Step 1 could also be implemented in a generic way (no special operations) using a few shifts and bitwise ORs, like this:
// Get all-ones below the leading 1
// On x86-64, this is probably slower than Paul R's method using BSR and shift
// even though you have to special case x==0
m = x | (x >> 1);
m |= m >> 2;
m |= m >> 4;
m |= m >> 8;
m |= m >> 16;
m |= m >> 32; // last step should be removed if x is 32-bit
AMD CPUs have slowish BSR (but fast LZCNT; https://uops.info/), so you might want this shift/or version for uint8_t or uint16_t (where it takes fewest steps), especially if you need compatibility with all CPUs and speed on AMD is more important than on Intel.
This generic version is also useful within SIMD elements, especially narrow ones, where we don't have a leading-zero-count until AVX-512.
TL:DR: use a uint64_t shift to implement efficiently with uint32_t when compiling for 64-bit machines that have lzcnt (AMD since K10, Intel since Haswell). Without lzcnt (only bsr that's baseline for x86) the n==0 case is still special.
For the uint64_t version, the hard part is that you have 65 different possible positions for the highest set bit, including non-existent (lzcnt producing 64 when all bits are zero).

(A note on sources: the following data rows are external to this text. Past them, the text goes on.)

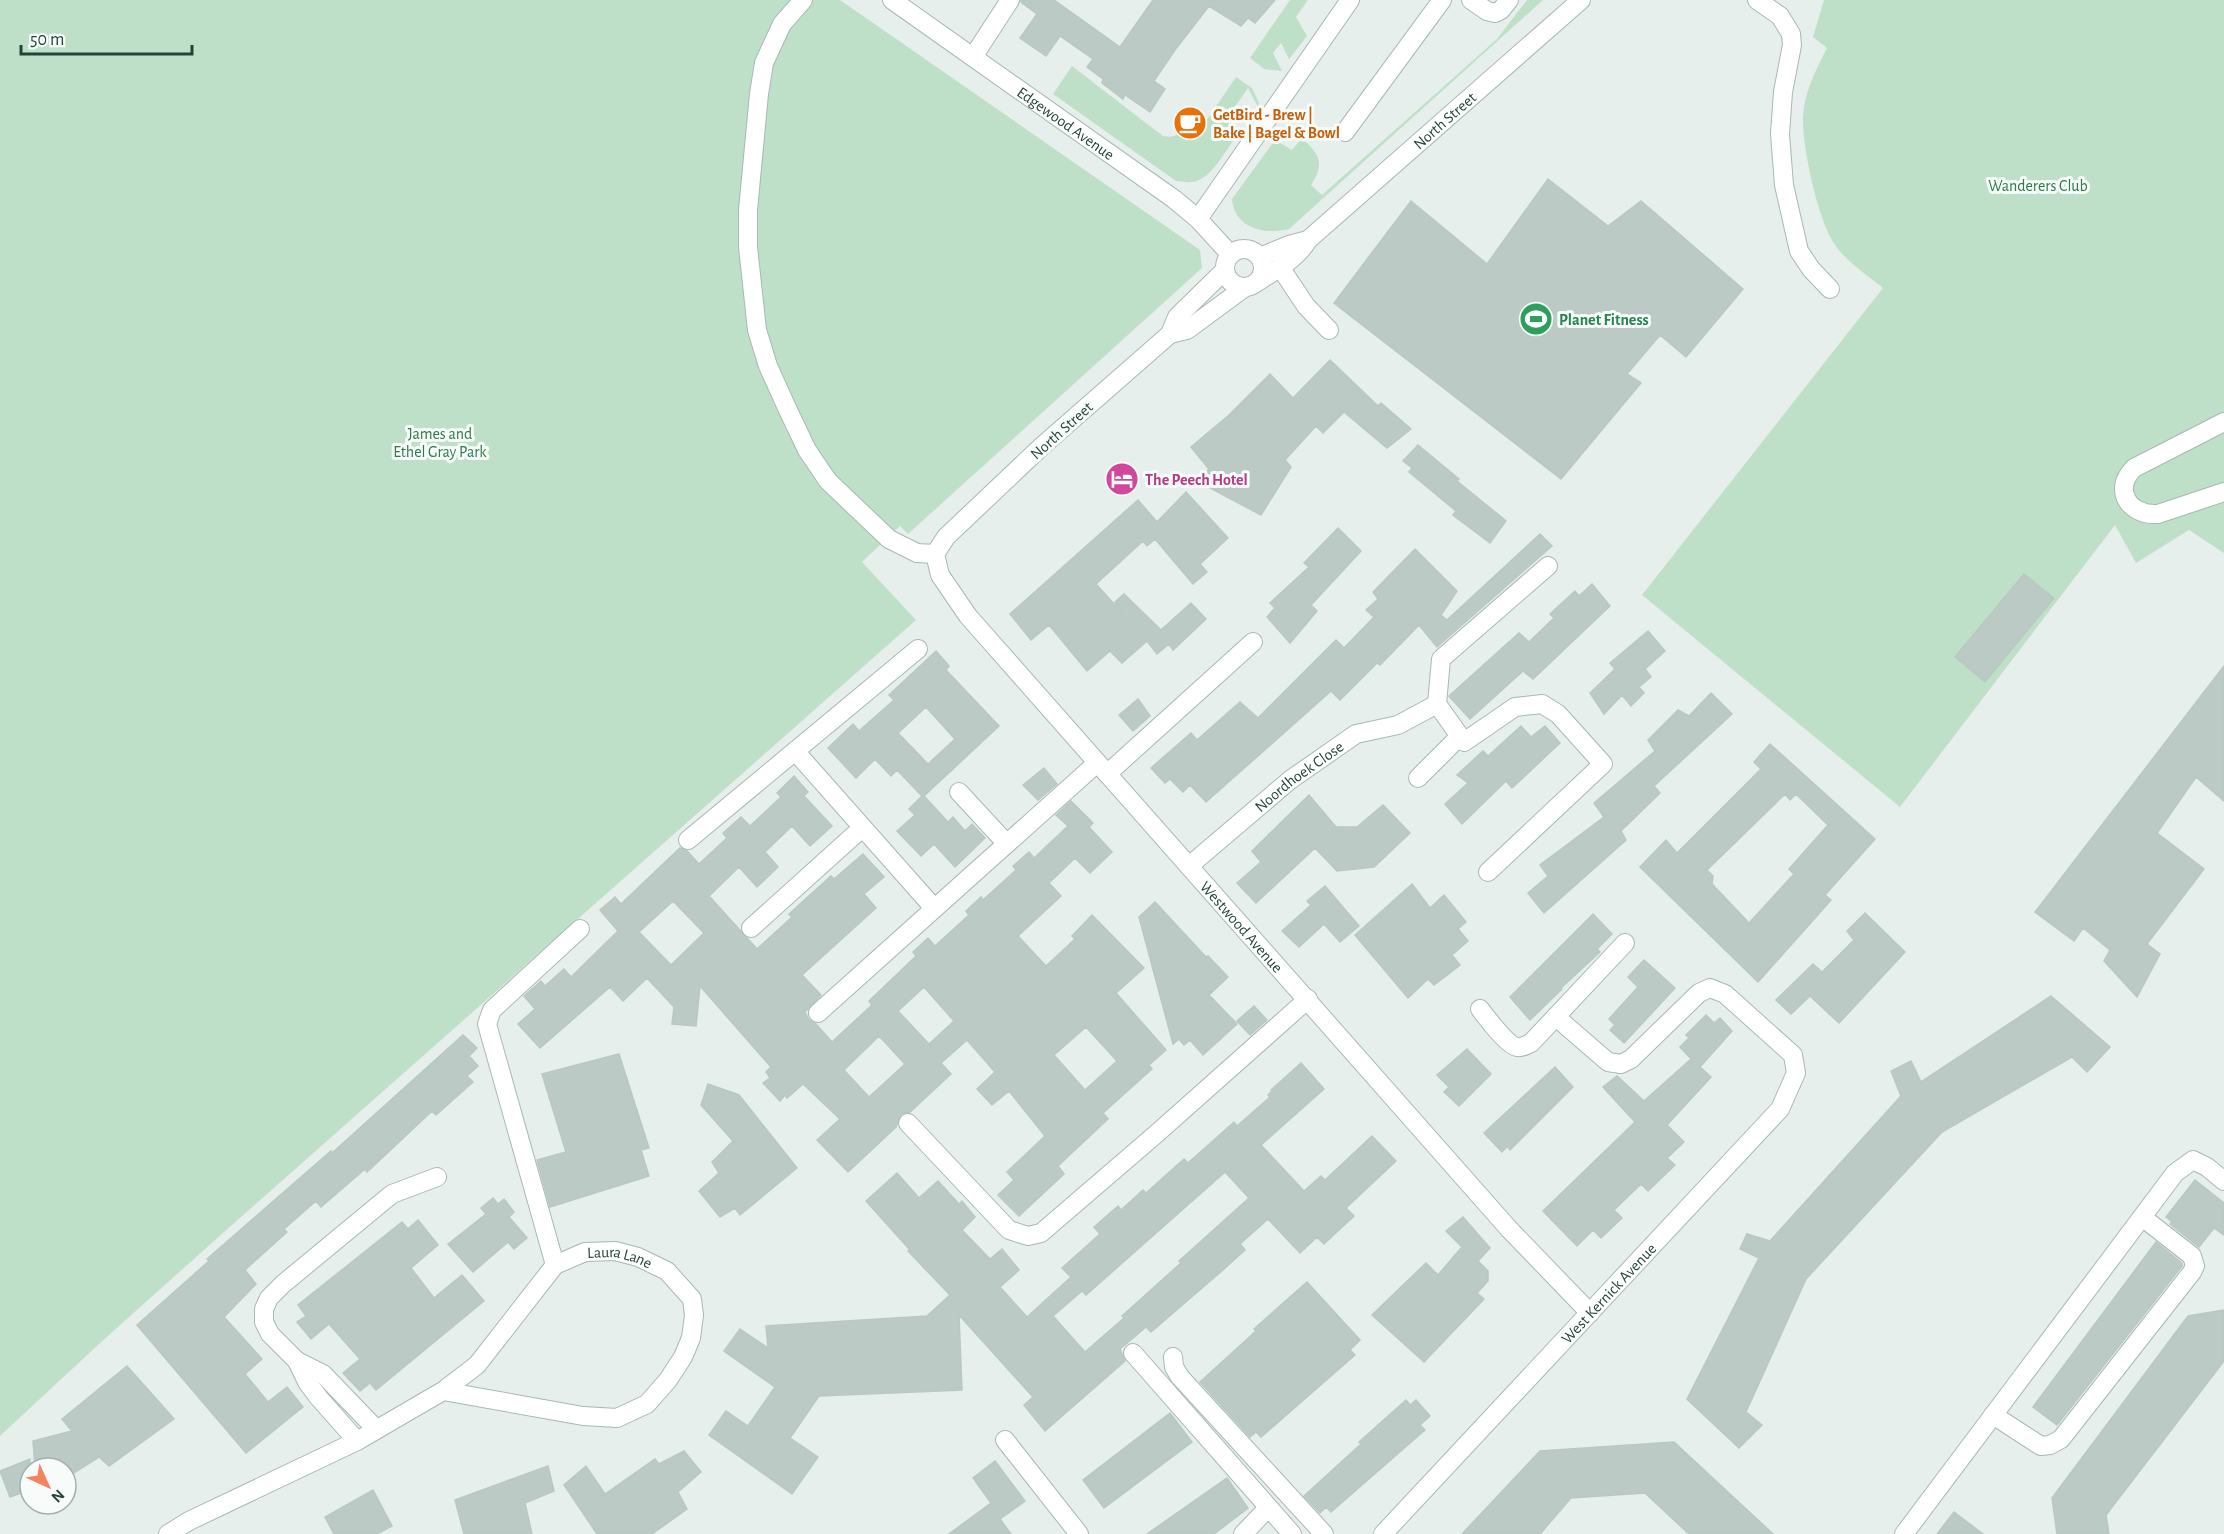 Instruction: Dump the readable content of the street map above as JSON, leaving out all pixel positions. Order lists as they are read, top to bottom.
{
  "streets": {
    "street": [
      "North Street",
      "Edgewood Avenue",
      "Noordhoek Close",
      "Westwood Avenue",
      "Laura Lane",
      "West Kernick Avenue"
    ]
  },
  "crossings": [
    ["North Street", "Edgewood Avenue"],
    ["North Street", "Westwood Avenue"],
    ["Noordhoek Close", "Westwood Avenue"],
    ["Westwood Avenue", "West Kernick Avenue"]
  ],
  "parks": ["Wanderers Club", "James and Ethel Gray Park"],
  "places": {
    "cafe": ["GetBird - Brew | Bake | Bagel & Bowl"],
    "sports": ["Planet Fitness"],
    "hotel": ["The Peech Hotel"]
  },
  "scale_bar": "50 m",
  "north": "bottom right"
}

But a single shift with 64-bit operand-size on x86 can only produce one of 64 different values (assuming a constant input), since x86 shifts mask the count like foo >> (c&63)

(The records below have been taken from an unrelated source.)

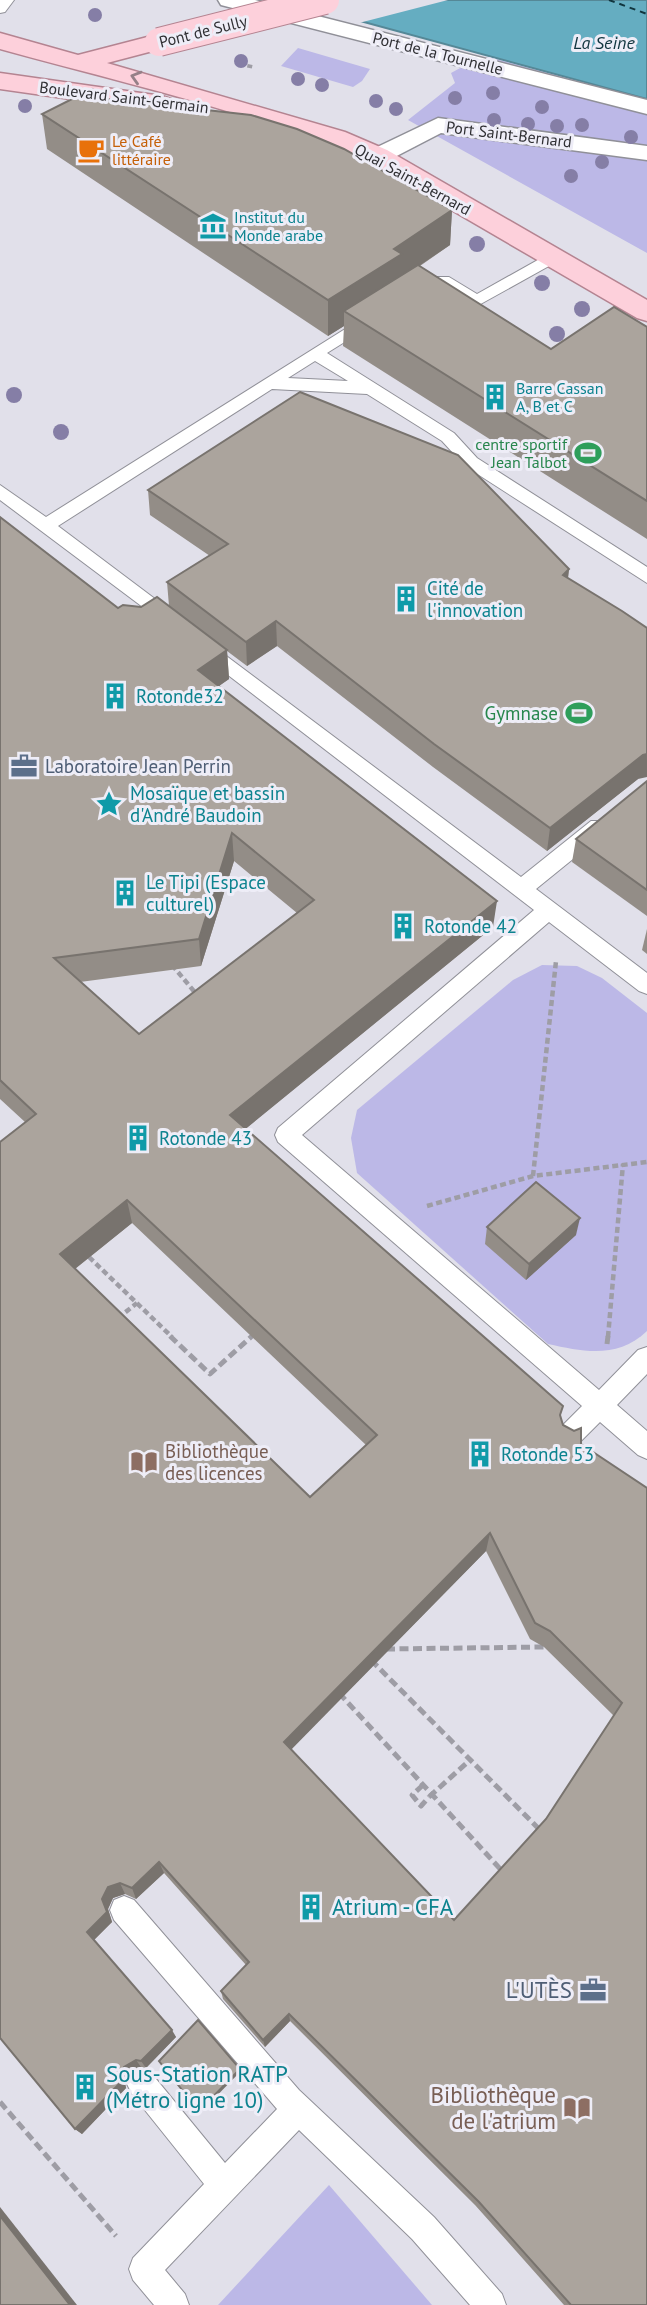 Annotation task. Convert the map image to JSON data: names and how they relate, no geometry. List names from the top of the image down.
{
  "streets": {
    "main road": ["Pont de Sully", "Boulevard Saint-Germain", "Quai Saint-Bernard"],
    "street": ["Port de la Tournelle", "Port Saint-Bernard"]
  },
  "crossings": [
    ["Pont de Sully", "Boulevard Saint-Germain"],
    ["Pont de Sully", "Quai Saint-Bernard"],
    ["Boulevard Saint-Germain", "Quai Saint-Bernard"],
    ["Port Saint-Bernard", "Quai Saint-Bernard"]
  ],
  "water": ["La Seine"],
  "places": {
    "cafe": ["Le Café littéraire"],
    "museum": ["Institut du Monde arabe"],
    "building": [
      "Barre Cassan A, B et C",
      "Cité de l'innovation",
      "Rotonde32",
      "Le Tipi (Espace culturel)",
      "Rotonde 42",
      "Rotonde 43",
      "Rotonde 53",
      "Atrium - CFA",
      "Sous-Station RATP (Métro ligne 10)"
    ],
    "sports": ["centre sportif Jean Talbot", "Gymnase"],
    "office": ["Laboratoire Jean Perrin", "L'UTÈS"],
    "place": ["Mosaïque et bassin d'André Baudoin"],
    "library": ["Bibliothèque des licences", "Bibliothèque de l'atrium"]
  }
} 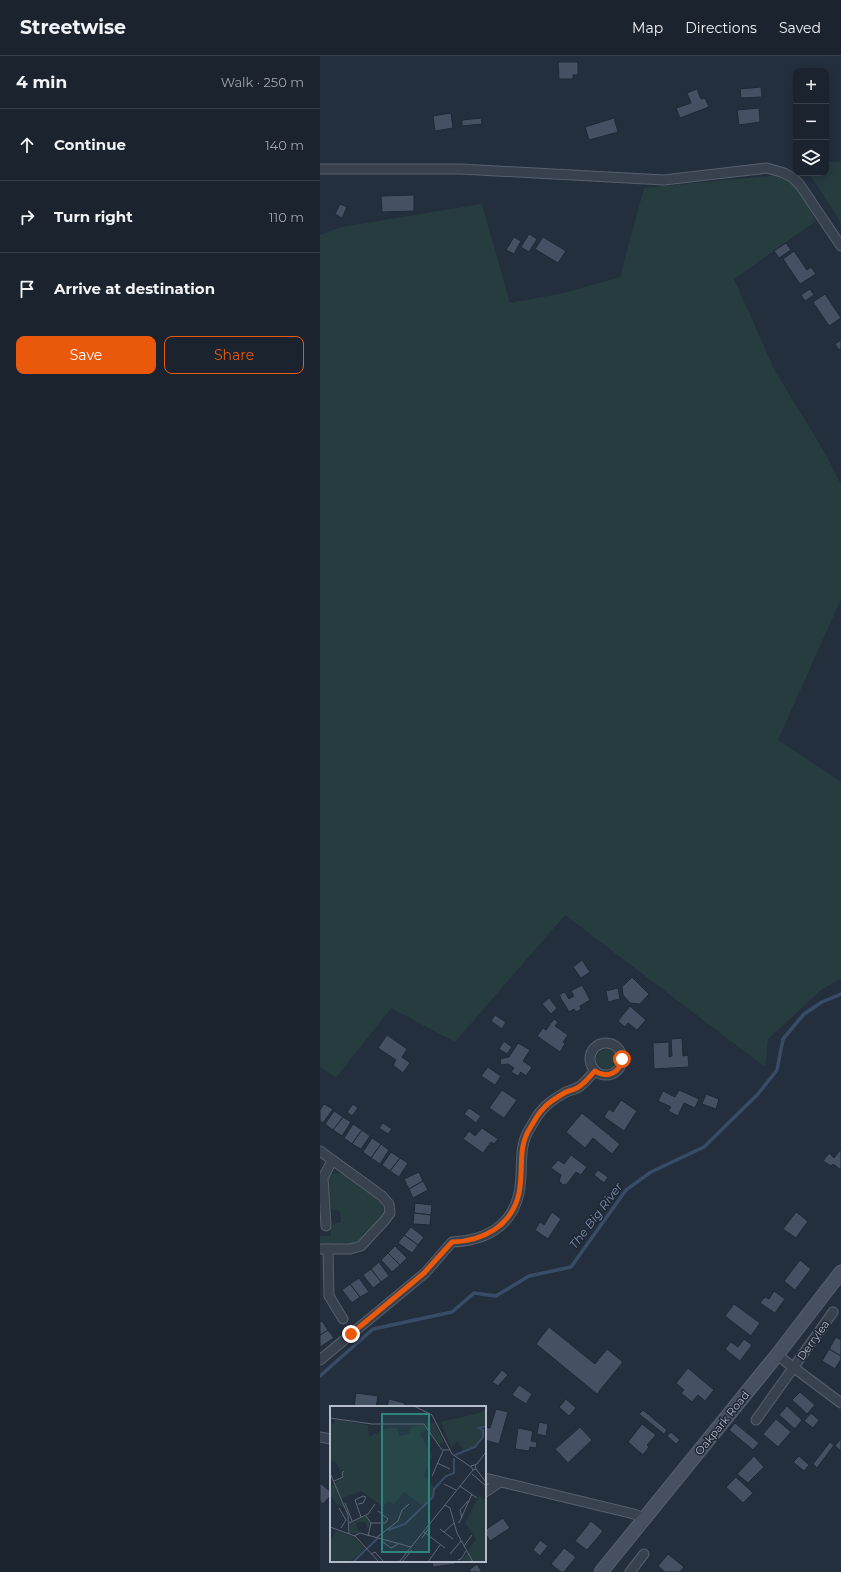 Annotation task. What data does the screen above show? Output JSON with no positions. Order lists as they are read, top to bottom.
{
  "streets": {
    "main road": ["Oakpark Road"],
    "street": ["Derrylea"]
  },
  "crossings": [
    ["Derrylea", "Oakpark Road"]
  ],
  "water": ["The Big River"],
  "page": {
    "header": "Streetwise",
    "nav": ["Map", "Directions", "Saved"],
    "heading": ["4 min", "Walk · 250 m"],
    "map_buttons": ["+", "−"],
    "list": [
      ["Continue", "140 m"],
      ["Turn right", "110 m"],
      "Arrive at destination"
    ],
    "buttons": ["Save", "Share"]
  }
}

Using a shift requires special-casing one leading-bit-position, typically the n==0 case. As Harold's answer shows, BMI2 bzhi avoids that, allowing bit counts from 0..64.
Same for 32-bit operand-size shifts: they mask c&31. But to generate a mask for uint32_t, we can use a 64-bit shift efficiently on x86-64. (Or 32-bit for uint16_t and uint8_t. Fun fact: x86 asm shifts with 8 or 16-bit operand-size still mask their count mod 32, so they can shift out all the bits without even using a wider operand-size. But 32-bit operand size is efficient, no need to mess with partial-register writes.)
This strategy is even more efficient than bzhi for a type narrower than register width.
// optimized for 64-bit mode, otherwise 32-bit bzhi or a cmov version of Paul R's is good
#ifdef __LZCNT__
#include <immintrin.h>
uint32_t flip_32_on_64(uint32_t n)
{
uint64_t mask32 = 0xffffffff; // (uint64_t)(uint32_t)-1u32
// this needs to be _lzcnt_u32, not __builtin_clz; we need 32 for n==0
// If lznct isn't available, we can't avoid handling n==0 zero specially
uint32_t mask = mask32 >> _lzcnt_u32(n);
return n ^ mask;
}
#endif
This works equivalently for uint8_t and uint16_t (literally the same code with same mask, using a 32-bit lzcnt on them after zero-extension). But not uint64_t (You could use a unsigned __int128 shift, but shrd masks its shift count mod 64 so compilers still need some conditional behaviour to emulate it. So you might as well do a manual cmov or something, or sbb same,same to generate a 0 or -1 in a register as the mask to be shifted.)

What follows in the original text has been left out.